Stored data:
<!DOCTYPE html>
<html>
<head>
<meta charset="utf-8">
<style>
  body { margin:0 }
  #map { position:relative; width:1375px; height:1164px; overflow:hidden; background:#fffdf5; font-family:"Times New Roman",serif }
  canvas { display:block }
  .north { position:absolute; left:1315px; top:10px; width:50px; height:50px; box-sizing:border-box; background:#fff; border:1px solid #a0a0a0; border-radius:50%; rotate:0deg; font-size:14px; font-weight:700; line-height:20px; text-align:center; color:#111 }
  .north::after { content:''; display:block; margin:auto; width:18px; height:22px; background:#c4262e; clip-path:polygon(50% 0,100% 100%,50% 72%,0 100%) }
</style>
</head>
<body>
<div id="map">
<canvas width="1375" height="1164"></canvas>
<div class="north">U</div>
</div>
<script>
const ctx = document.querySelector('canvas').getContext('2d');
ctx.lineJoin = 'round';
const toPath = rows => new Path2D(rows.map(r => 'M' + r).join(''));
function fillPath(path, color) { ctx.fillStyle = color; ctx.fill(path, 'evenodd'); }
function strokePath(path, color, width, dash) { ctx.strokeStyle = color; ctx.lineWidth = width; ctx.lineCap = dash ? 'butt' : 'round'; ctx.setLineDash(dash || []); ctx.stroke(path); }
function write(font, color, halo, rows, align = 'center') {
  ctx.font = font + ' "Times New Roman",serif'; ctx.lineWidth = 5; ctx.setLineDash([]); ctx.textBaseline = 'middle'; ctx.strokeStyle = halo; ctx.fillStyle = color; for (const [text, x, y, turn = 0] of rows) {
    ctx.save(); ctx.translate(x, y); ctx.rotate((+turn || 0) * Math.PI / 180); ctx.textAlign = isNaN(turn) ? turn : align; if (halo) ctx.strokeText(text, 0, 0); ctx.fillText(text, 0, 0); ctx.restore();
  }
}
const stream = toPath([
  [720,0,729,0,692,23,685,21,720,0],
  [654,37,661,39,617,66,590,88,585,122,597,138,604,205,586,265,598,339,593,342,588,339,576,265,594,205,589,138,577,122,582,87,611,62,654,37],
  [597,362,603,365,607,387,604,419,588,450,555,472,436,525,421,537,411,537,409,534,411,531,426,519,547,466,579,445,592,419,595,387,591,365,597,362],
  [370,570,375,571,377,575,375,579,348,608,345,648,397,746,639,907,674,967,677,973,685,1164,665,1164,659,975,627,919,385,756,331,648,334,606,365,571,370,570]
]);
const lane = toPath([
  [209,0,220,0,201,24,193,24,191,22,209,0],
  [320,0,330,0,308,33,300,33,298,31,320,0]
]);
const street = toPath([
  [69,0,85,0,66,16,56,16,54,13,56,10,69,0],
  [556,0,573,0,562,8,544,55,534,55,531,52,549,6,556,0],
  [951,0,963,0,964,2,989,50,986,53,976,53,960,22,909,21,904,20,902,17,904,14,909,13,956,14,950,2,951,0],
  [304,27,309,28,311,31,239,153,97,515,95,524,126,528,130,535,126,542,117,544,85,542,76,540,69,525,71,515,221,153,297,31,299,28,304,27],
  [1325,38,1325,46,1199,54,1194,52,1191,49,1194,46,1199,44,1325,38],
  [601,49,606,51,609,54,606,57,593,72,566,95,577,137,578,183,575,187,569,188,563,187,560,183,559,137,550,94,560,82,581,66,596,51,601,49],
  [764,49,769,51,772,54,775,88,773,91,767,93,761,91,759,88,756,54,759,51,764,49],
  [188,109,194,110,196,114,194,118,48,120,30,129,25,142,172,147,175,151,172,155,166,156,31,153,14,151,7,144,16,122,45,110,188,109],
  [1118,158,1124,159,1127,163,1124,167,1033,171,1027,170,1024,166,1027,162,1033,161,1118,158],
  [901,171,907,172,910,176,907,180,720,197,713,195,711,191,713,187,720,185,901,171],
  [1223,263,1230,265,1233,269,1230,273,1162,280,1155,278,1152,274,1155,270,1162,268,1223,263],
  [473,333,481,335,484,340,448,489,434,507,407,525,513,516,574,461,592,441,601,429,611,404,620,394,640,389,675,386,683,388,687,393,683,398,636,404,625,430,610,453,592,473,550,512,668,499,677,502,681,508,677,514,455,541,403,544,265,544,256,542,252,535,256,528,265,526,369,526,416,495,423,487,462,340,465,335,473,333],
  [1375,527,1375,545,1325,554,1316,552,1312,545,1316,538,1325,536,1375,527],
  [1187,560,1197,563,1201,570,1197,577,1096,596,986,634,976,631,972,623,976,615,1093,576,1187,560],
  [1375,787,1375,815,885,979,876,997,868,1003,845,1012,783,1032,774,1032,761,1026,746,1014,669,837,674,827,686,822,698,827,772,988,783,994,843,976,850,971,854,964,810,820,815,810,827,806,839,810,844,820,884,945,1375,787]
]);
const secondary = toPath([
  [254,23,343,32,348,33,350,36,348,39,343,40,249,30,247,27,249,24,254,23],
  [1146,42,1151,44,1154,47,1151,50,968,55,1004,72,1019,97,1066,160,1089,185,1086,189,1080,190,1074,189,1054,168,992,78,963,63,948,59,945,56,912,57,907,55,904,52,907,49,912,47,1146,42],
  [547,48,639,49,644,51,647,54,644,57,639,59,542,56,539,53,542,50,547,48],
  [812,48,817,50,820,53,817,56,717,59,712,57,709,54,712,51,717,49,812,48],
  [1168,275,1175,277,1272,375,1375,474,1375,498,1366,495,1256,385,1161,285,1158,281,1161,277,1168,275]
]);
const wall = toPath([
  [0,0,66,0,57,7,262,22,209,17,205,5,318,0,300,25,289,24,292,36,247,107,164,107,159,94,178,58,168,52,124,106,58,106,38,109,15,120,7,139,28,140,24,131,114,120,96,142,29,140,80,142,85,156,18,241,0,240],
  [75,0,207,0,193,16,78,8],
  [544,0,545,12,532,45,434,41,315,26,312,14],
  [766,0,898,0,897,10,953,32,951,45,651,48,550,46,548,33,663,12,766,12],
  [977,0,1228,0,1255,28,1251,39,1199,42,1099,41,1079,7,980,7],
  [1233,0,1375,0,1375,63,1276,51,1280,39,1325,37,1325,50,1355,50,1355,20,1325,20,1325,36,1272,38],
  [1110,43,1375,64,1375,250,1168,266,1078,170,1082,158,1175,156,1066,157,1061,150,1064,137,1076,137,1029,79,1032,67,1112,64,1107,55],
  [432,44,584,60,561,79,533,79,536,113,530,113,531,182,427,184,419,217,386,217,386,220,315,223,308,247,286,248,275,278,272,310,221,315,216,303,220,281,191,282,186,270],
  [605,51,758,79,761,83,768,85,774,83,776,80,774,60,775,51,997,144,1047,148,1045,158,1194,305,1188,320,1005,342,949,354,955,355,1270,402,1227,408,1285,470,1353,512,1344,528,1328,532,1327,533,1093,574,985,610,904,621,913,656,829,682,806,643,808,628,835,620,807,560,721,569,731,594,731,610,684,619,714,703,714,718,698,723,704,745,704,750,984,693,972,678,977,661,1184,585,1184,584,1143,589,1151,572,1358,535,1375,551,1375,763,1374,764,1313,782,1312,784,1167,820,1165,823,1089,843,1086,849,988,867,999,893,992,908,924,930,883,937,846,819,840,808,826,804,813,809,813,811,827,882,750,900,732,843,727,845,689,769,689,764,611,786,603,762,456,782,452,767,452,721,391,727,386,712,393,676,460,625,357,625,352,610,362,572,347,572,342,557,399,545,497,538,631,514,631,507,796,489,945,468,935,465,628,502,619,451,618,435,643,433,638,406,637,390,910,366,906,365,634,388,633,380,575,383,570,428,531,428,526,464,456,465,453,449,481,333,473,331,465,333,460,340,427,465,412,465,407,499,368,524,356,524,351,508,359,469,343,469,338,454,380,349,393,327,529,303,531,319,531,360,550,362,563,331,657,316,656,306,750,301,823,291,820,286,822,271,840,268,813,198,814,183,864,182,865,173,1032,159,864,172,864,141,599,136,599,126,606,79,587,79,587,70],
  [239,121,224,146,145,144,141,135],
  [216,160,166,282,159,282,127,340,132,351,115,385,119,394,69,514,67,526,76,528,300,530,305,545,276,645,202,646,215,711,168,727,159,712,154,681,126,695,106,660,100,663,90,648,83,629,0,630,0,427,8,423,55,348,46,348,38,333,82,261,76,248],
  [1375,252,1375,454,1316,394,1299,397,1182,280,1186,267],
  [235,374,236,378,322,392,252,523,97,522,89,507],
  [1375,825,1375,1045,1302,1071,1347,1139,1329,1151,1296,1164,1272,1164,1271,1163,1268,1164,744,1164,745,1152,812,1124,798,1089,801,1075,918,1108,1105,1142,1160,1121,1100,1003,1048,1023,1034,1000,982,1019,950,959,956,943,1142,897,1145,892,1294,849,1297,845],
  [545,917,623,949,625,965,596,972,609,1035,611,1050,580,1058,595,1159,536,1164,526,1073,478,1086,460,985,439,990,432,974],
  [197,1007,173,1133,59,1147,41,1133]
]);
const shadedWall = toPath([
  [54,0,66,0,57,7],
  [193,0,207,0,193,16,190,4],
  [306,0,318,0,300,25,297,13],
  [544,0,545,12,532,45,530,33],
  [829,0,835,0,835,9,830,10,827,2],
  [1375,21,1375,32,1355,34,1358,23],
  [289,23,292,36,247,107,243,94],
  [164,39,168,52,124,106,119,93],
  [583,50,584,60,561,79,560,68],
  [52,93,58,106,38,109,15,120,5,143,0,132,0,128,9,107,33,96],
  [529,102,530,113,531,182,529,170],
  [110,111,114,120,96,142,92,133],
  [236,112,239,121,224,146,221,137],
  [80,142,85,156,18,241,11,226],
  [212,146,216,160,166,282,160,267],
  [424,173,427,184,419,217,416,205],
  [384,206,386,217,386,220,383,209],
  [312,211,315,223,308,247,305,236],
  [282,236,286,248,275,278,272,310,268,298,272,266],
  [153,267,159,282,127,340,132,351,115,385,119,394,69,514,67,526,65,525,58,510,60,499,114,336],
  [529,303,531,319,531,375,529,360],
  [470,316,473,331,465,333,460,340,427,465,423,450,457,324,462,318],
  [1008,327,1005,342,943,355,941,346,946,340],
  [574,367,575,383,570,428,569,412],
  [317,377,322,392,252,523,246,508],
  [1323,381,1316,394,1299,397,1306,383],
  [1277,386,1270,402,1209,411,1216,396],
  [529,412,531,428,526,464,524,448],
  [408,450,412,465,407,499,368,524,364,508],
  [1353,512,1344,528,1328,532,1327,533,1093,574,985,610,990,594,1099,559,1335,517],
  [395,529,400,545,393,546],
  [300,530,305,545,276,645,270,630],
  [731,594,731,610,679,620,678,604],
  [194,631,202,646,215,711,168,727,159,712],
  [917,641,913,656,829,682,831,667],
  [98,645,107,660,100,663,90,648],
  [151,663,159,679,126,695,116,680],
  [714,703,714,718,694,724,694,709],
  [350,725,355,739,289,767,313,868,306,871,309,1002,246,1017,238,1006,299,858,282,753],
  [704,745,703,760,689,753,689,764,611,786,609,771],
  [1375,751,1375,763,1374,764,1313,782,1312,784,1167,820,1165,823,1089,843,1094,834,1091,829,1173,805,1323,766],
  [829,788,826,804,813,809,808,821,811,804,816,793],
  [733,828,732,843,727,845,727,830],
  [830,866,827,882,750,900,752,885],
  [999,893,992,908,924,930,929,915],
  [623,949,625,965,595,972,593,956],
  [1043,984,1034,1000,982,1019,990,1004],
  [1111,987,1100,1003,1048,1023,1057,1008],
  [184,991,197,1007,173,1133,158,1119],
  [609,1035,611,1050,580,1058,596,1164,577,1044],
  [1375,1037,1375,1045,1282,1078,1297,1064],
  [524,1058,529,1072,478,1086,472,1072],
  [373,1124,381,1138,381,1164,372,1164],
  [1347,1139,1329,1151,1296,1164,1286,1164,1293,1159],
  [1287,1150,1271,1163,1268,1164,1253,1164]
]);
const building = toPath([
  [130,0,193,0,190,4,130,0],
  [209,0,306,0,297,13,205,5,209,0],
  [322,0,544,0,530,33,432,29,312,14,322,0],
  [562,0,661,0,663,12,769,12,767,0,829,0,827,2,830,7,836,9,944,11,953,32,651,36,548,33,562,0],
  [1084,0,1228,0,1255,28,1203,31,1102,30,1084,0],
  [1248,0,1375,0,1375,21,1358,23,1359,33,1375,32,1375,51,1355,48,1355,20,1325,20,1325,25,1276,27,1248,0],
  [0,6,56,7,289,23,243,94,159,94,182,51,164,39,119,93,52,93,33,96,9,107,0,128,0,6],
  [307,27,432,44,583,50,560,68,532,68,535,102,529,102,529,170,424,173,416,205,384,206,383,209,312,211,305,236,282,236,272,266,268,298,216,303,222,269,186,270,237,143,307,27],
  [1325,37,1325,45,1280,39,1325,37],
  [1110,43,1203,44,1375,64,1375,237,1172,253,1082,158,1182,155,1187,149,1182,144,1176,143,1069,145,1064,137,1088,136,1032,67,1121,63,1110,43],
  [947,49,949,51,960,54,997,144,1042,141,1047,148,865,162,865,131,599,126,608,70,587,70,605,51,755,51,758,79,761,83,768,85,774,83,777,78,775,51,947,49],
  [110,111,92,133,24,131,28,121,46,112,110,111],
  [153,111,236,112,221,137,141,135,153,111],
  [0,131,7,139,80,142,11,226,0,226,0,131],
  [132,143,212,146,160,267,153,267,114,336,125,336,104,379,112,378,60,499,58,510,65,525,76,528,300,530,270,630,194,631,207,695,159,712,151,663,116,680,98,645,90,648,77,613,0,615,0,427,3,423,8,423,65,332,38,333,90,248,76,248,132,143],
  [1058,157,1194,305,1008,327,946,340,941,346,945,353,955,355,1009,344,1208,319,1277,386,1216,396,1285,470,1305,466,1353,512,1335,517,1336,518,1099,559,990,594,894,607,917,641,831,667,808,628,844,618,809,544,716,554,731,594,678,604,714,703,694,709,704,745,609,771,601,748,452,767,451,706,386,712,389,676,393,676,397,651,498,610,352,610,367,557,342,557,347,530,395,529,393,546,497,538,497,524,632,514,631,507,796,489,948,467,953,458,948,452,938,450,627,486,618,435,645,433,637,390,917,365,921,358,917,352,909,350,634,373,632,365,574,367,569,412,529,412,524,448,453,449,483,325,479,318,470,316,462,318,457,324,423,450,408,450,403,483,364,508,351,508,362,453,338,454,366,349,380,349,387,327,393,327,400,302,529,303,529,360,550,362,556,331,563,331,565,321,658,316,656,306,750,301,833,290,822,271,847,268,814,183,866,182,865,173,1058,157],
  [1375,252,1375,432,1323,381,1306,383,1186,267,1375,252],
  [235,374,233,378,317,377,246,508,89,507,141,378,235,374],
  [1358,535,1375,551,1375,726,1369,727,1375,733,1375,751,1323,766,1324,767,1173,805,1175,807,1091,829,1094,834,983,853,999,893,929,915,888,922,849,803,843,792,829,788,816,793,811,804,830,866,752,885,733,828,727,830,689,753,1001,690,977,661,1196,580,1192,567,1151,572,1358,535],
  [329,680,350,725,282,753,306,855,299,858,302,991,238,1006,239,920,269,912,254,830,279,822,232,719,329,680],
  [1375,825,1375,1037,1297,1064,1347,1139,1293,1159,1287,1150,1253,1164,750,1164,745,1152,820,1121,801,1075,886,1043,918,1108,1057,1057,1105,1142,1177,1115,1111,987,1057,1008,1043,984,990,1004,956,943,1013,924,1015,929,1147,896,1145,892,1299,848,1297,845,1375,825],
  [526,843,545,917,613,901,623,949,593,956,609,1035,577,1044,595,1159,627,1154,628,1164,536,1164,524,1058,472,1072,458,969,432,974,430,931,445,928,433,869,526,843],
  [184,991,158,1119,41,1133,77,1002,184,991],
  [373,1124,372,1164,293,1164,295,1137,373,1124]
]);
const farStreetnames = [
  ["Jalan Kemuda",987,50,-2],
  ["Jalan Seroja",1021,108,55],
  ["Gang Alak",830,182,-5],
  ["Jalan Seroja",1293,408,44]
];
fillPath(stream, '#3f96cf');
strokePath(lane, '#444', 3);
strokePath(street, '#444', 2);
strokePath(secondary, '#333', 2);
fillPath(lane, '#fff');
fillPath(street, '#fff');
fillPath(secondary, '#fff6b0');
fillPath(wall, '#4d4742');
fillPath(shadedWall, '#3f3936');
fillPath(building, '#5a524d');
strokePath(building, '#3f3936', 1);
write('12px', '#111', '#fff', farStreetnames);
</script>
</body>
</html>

▶ Goal of the exercise:
How many lines in the records above contain the word "halo"? Give only the number.

▶ Written reply:
3